Anyway, mentioning the arrival of the screws permits me to segue into a minor rant about purchasing items from Amazin', the megalithic supply corporation. I have ordered some replacement probe cables for my voltage meter through Amazin' as I could find them nowhere else, unfortunately. I ordered them about a week ago and they still have not arrived. The screws I ordered from an independent retailer through its own website and they arrived two days later. Amazin' deliberately delays despatch if you have not coughed up for its premium postage service, a ploy that I find disturbing that people just seem to accept. Wherever possible, I buy from elsewhere, even if it is more expensive, which it often is not.
There, feeling much better and armed with the correct size bolts I set about replacing the fan. The Missus, with her newly found manufacturing skills had fashioned a strengthening template for the fan to sit on which also reduced the size of the existing exit hole. I had purchased a gravity closing grille for the outside but hoped that we could use the existing one, which was bigger and would cover the bolts.
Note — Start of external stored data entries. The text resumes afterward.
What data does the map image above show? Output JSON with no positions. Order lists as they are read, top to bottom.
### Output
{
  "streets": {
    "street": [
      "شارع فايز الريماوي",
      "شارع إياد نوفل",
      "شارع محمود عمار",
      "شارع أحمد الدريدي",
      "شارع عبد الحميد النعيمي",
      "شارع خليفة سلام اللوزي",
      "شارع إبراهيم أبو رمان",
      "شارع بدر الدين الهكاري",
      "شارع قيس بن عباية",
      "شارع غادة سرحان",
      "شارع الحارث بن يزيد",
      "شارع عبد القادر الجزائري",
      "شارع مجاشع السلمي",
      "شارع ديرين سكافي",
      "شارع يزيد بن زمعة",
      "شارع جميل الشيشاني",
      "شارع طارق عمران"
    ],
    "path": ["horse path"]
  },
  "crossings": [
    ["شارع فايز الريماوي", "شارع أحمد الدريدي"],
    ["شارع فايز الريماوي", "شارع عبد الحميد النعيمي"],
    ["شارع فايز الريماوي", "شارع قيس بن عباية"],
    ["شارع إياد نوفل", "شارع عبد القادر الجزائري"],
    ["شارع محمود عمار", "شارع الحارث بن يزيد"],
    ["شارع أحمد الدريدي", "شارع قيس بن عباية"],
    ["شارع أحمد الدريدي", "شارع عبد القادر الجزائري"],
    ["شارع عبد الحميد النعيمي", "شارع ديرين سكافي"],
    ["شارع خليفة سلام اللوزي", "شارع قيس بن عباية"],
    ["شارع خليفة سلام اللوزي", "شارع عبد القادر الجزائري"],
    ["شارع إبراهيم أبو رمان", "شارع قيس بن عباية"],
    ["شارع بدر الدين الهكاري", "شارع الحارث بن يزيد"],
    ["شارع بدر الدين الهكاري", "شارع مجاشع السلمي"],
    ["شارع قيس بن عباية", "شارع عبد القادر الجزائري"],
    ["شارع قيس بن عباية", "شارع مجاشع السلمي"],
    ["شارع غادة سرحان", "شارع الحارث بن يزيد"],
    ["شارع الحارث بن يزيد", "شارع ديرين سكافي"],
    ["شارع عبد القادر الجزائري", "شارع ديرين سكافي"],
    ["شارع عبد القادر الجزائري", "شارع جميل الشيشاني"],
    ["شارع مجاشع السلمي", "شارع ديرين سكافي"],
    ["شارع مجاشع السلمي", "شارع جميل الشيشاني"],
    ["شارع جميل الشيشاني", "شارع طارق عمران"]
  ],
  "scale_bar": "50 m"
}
You may have noticed the subtle introduction of the 'we' in that last sentence. The job, because there is an outside and an inside to the fan parts, required a partner to assist on one side of the window or the other. I enlisted the Missus, mainly as there was no one else about at the time.
The old one came apart quite easily as it was designed to be replaced quickly. There should have been a clue in that to its longevity, perhaps. I removed the inner frame but left the outer one in place to re-secure the existing grille when we were done. I clamped it in place to drill the bolt holes then called in the Missus. Perhaps it was her influence, as I am not accustomed to jobs going smoothly, but the only issue we had was the alignment of the bolt holes in all the elements, which required a little brute force and ignorance to fit into place. It is a good job that both of us were there, then, and that is all I am saying.
I noted that during this process there were a few swarthy fishing types patrolling the railings opposite and looking out to sea. You may rest assured, dear reader, that they were not looking for basking sharks but something much smaller. It is late in their season but there are signs of grey mullet in the bay. If they come into the right place you might get to witness a masterclass in deployment and use of a seine net while socially distancing.